* _Task details_
From the listing below, pick out each line with the word "image".
Data section start
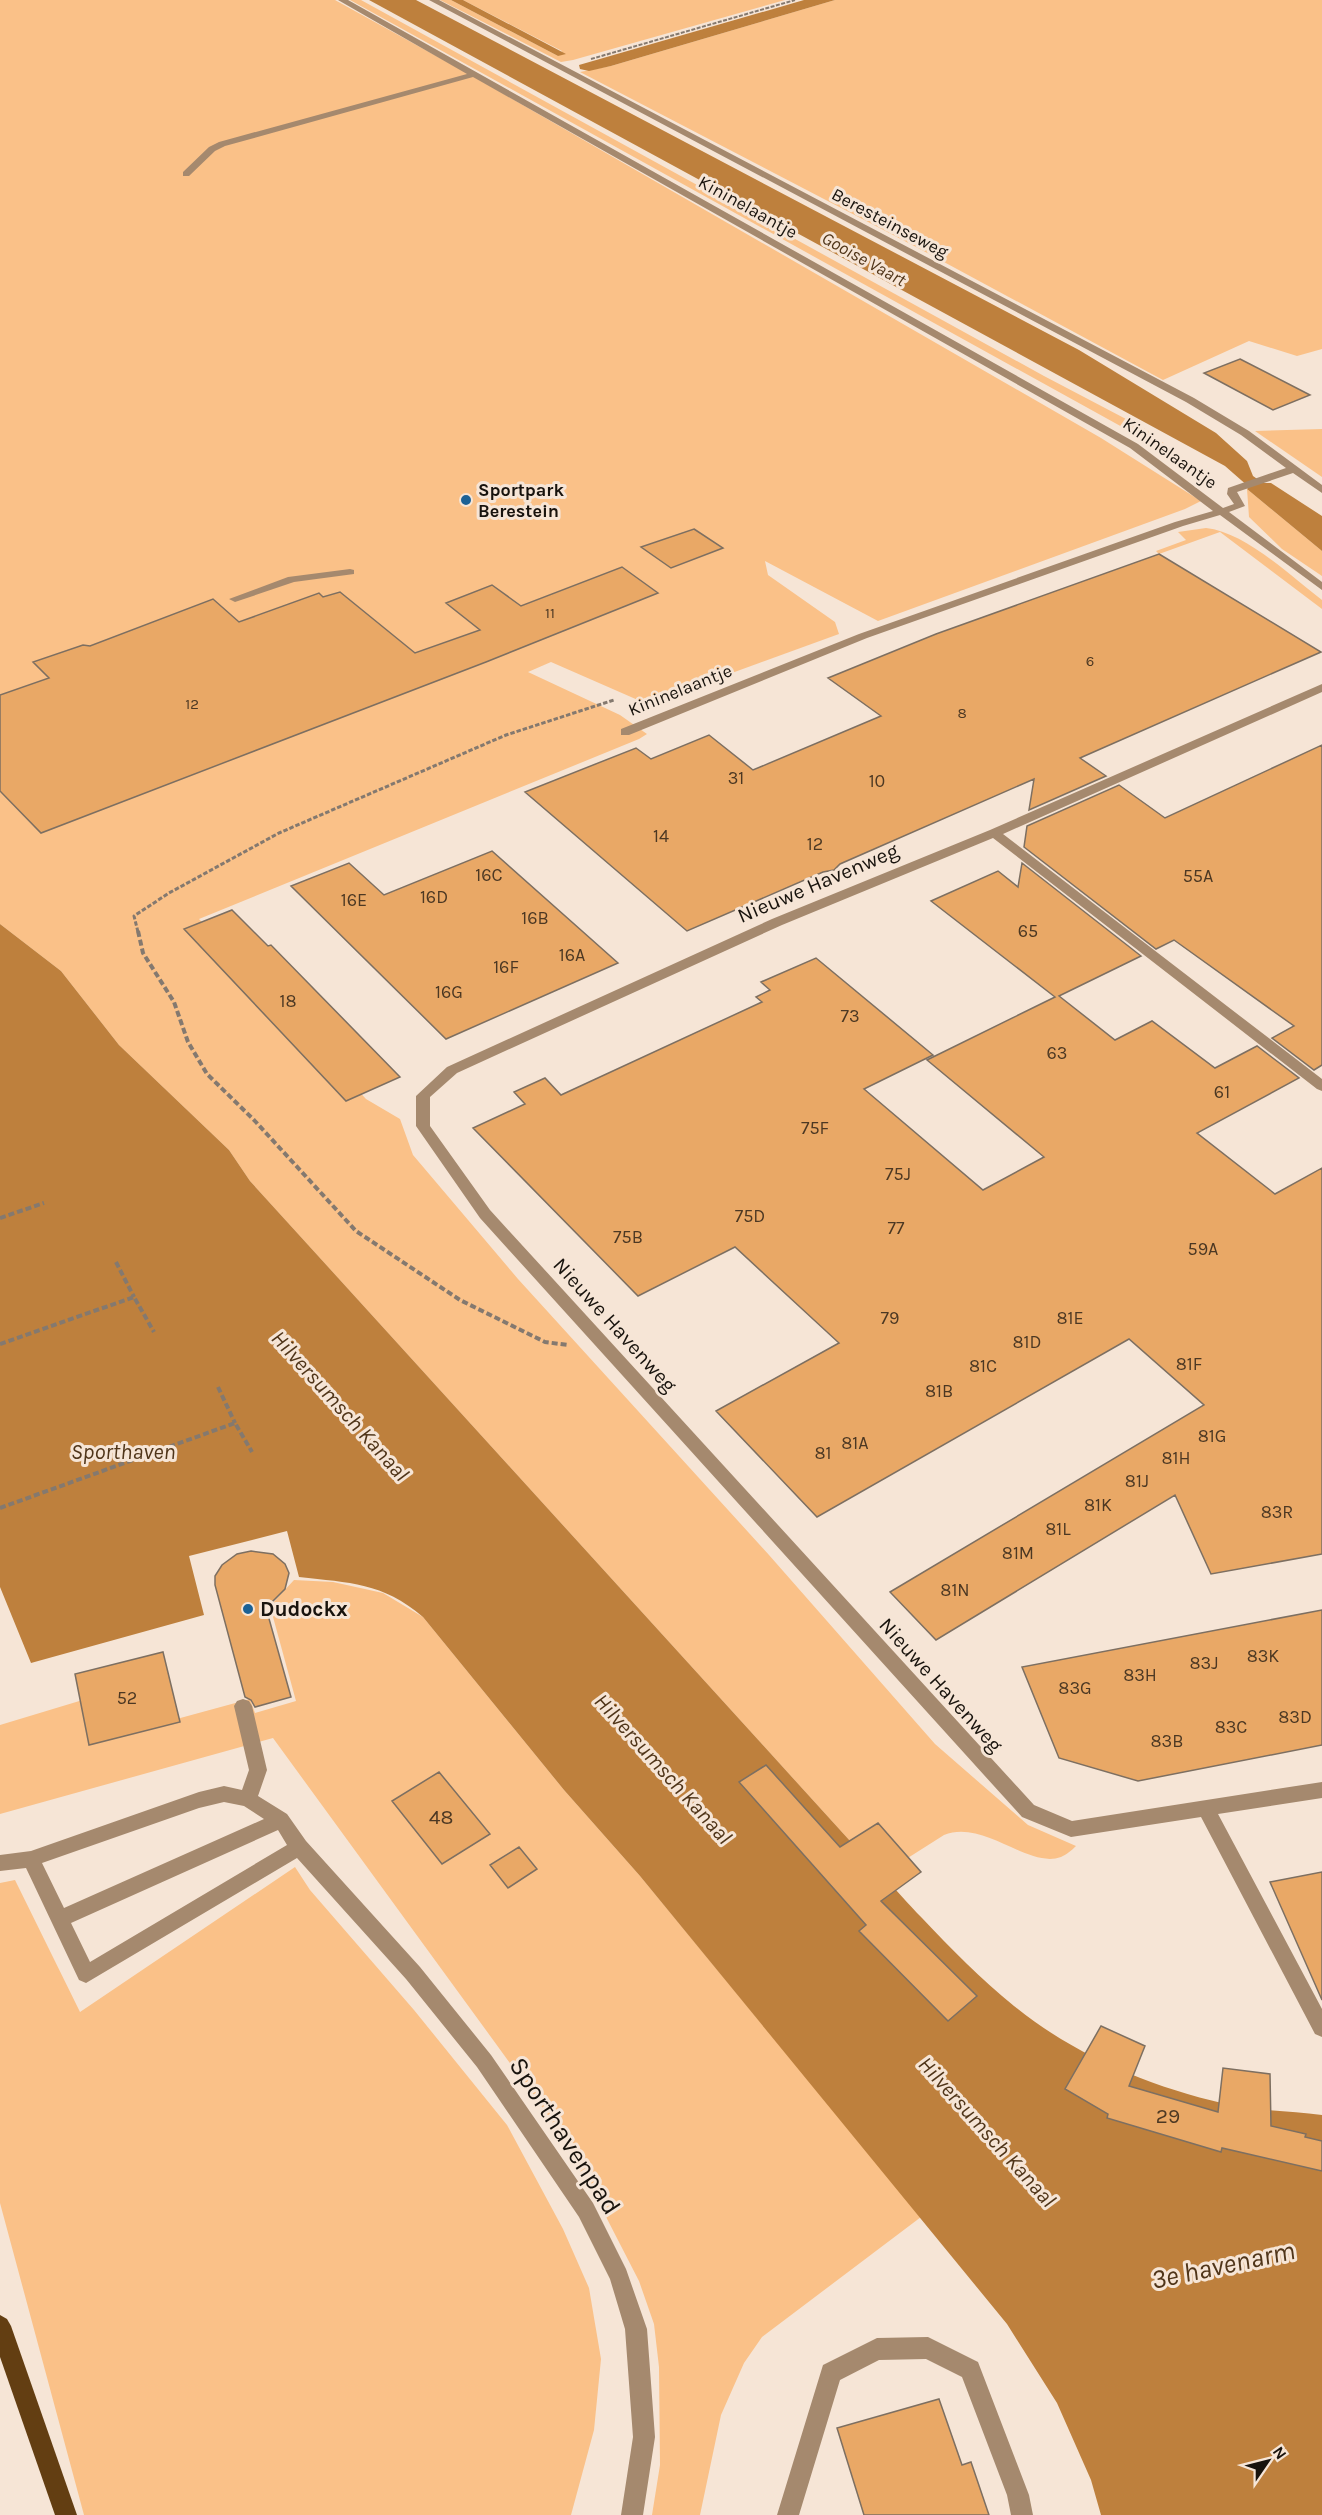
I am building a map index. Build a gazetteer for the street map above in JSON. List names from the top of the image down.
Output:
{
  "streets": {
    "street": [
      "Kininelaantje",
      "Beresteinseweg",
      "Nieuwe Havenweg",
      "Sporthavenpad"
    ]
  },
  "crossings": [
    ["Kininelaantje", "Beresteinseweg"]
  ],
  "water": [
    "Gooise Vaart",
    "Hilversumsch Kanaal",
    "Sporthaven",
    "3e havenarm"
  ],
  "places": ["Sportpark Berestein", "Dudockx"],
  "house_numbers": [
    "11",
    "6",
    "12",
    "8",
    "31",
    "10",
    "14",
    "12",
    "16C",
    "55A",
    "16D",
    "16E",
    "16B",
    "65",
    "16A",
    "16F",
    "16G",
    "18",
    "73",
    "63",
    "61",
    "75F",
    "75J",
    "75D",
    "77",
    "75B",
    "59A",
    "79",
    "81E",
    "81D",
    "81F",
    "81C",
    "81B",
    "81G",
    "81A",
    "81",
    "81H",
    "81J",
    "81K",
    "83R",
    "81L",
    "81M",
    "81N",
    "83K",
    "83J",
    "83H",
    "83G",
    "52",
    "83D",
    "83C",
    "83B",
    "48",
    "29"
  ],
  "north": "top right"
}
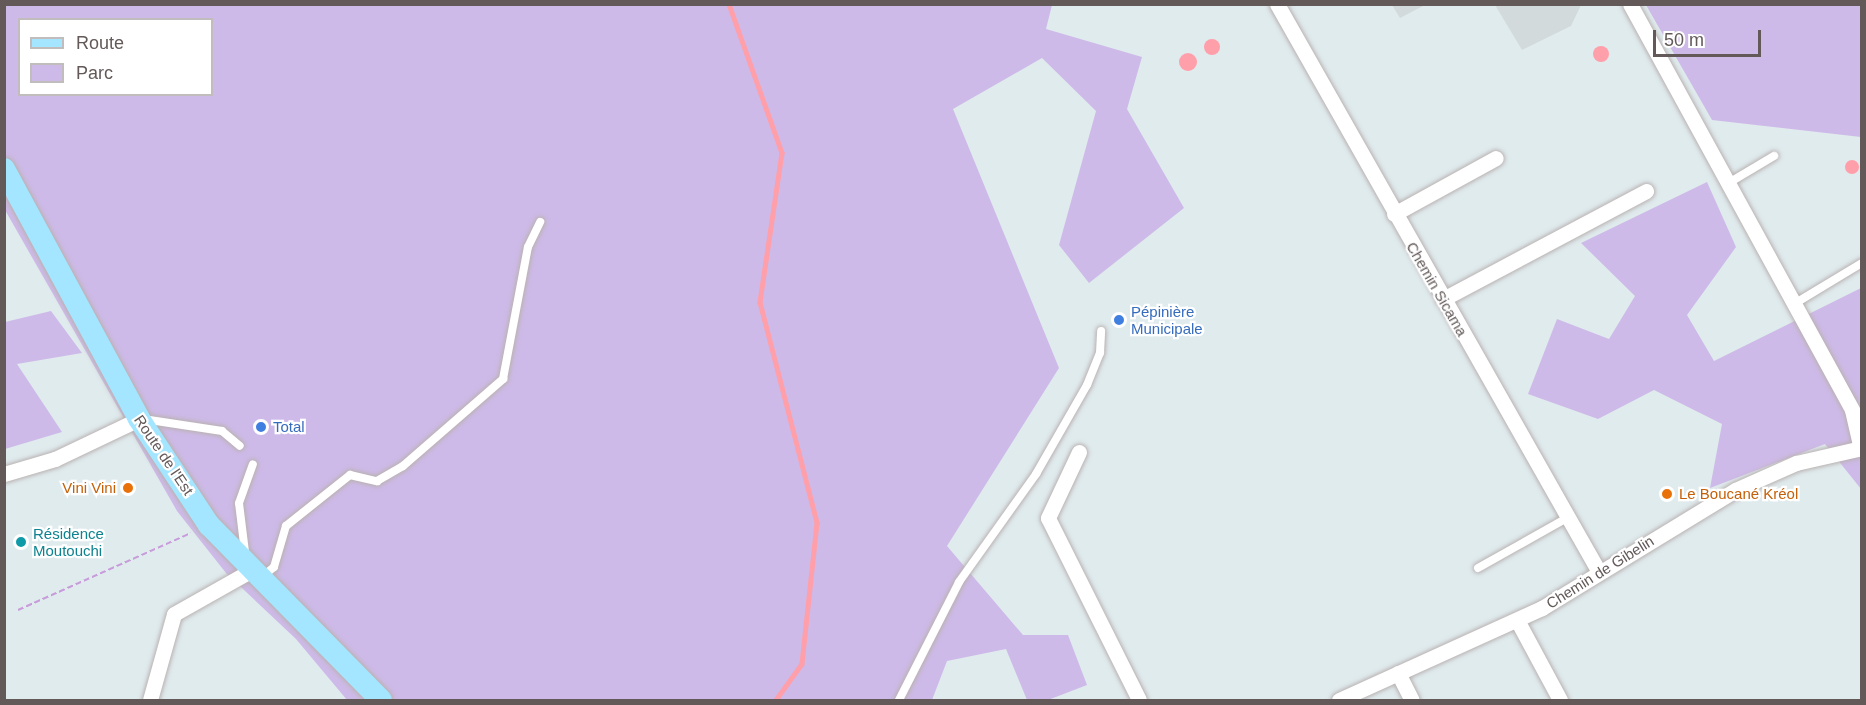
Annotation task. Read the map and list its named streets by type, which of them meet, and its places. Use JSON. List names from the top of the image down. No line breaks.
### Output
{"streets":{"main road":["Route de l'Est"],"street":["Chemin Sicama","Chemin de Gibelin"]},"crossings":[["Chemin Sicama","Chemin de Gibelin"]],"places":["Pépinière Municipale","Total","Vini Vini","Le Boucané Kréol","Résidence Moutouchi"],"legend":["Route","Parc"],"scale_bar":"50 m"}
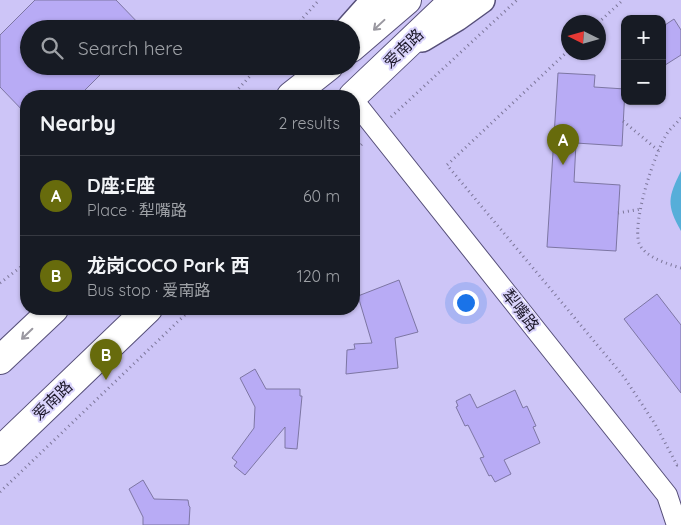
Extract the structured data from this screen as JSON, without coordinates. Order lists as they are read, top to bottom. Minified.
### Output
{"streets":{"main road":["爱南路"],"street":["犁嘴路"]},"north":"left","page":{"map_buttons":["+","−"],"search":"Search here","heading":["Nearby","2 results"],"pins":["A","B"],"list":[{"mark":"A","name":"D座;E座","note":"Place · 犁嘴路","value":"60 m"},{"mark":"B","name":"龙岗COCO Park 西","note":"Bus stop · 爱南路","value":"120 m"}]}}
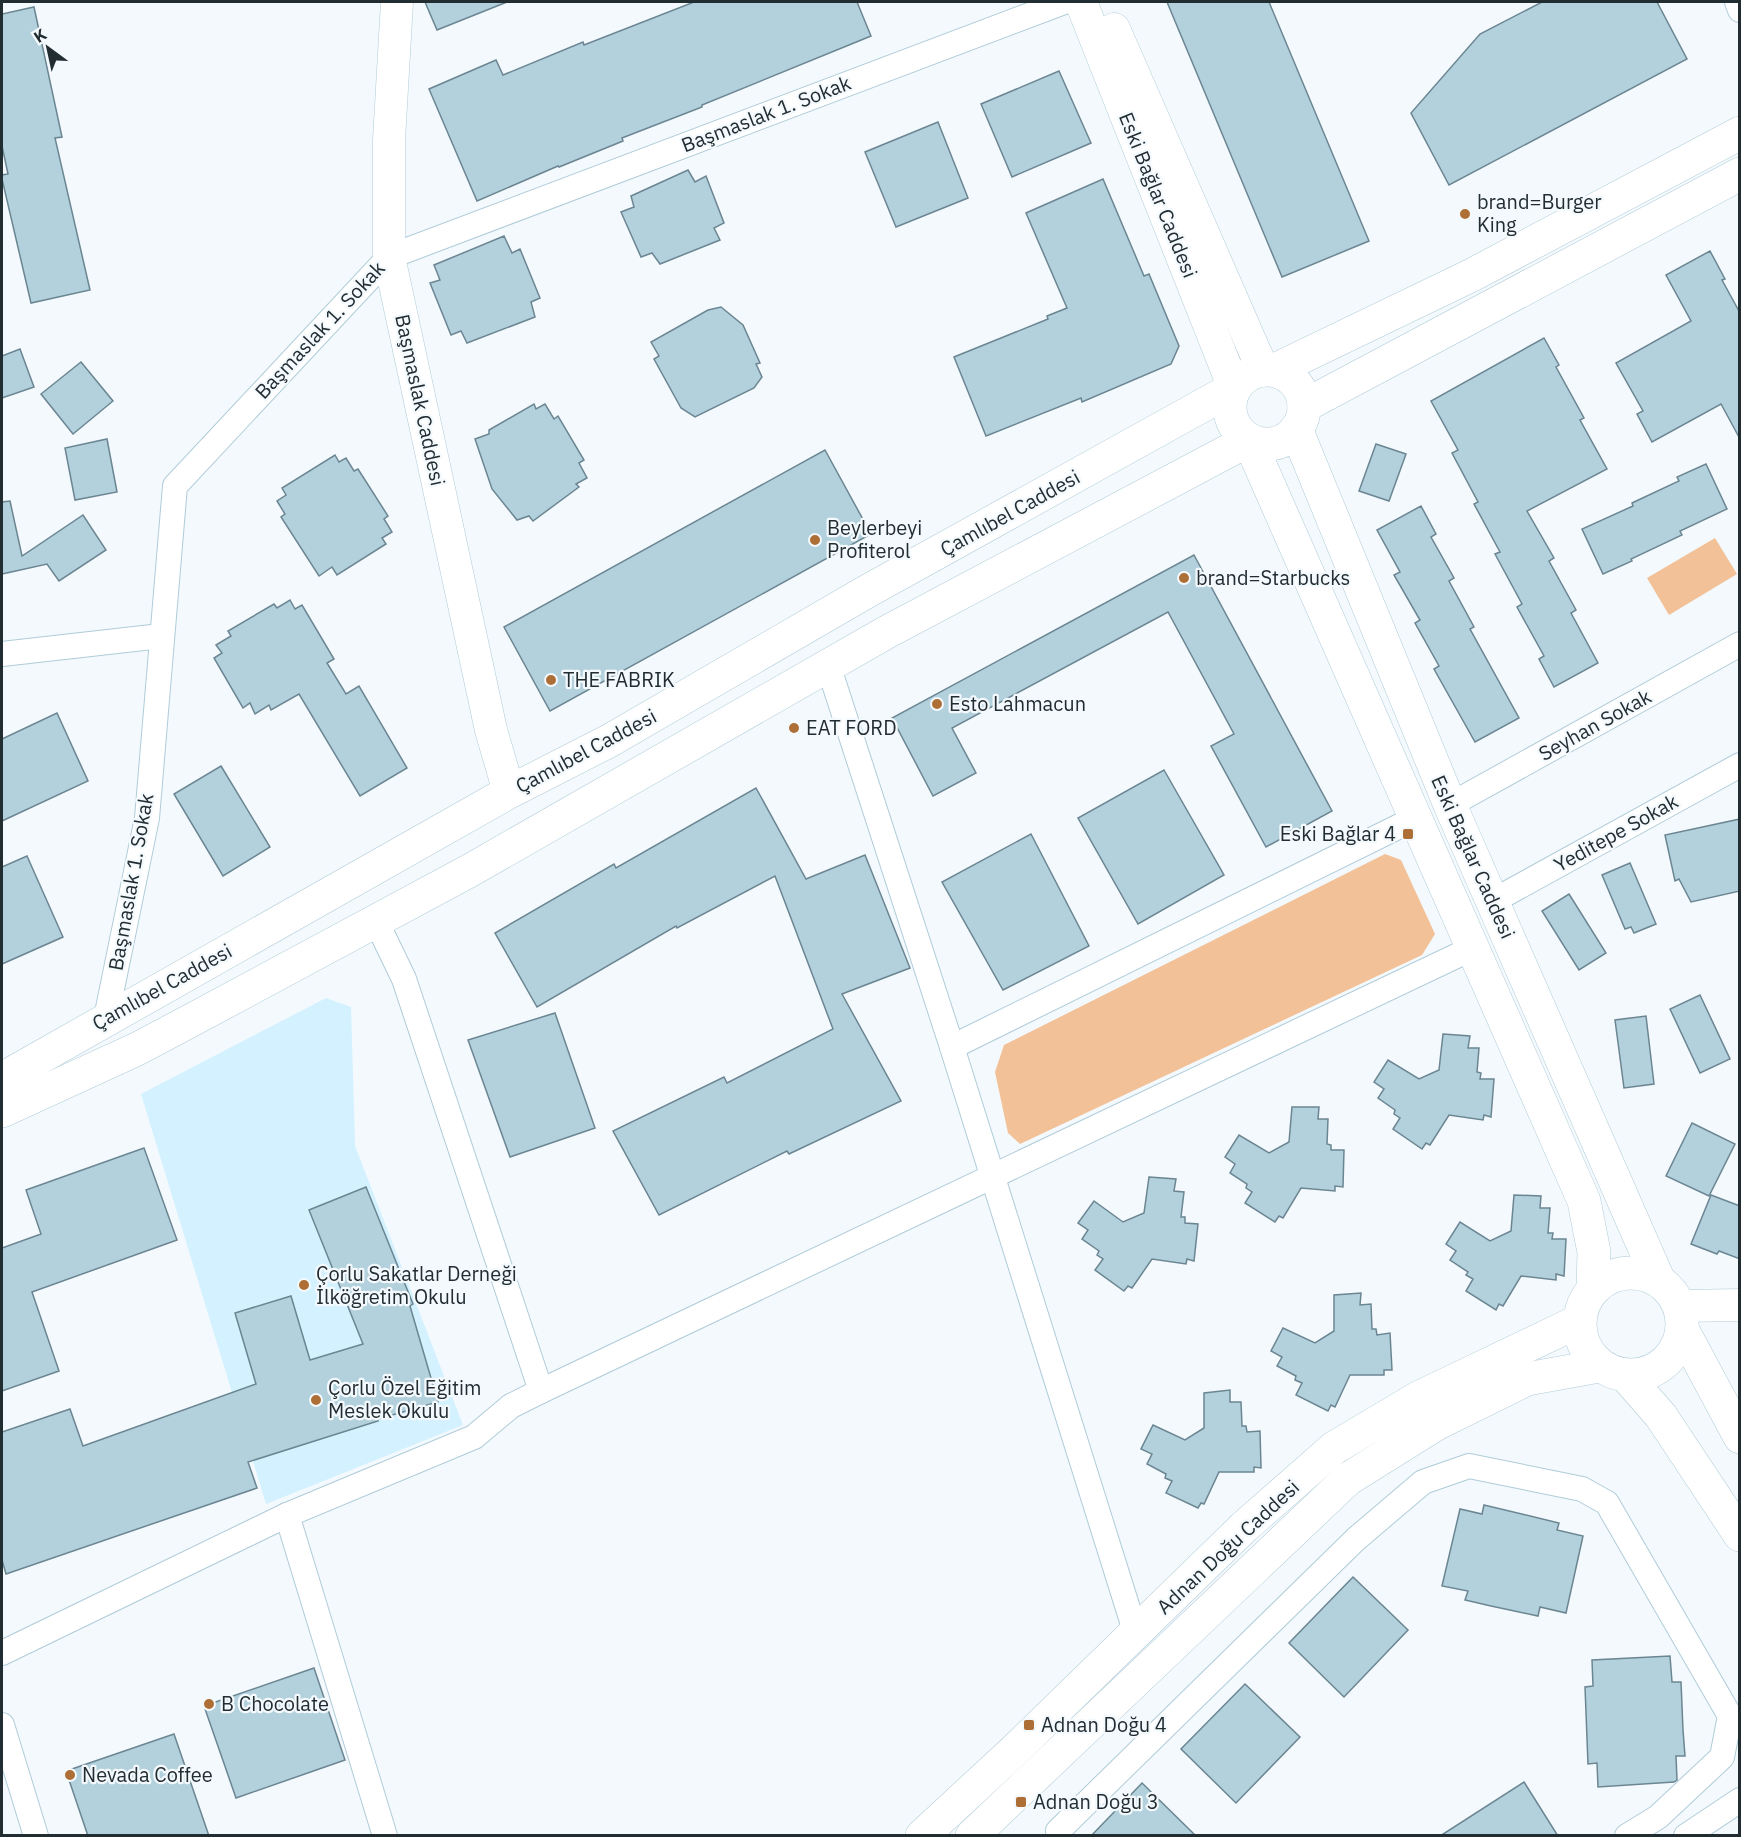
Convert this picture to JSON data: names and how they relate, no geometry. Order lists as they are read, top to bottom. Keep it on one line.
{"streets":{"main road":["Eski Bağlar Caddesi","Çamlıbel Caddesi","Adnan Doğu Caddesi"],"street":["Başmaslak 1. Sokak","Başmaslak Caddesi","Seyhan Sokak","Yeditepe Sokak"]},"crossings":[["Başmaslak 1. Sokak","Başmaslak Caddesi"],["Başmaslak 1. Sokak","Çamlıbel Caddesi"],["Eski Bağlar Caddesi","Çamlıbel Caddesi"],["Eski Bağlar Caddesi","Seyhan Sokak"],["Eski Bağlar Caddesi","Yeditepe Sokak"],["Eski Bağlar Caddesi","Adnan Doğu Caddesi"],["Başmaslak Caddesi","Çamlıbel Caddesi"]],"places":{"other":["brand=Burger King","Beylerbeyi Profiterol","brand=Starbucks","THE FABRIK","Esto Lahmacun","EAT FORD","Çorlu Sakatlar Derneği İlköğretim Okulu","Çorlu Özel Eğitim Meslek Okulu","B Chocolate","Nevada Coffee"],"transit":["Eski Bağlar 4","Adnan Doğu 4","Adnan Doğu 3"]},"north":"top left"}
Data section end
* _Exercise solution_
I am building a map index. Build a gazetteer for the street map above in JSON. List names from the top of the image down.
Annotation task. Read the map and list its named streets by type, which of them meet, and its places. Use JSON. List names from the top of the image down. No line breaks.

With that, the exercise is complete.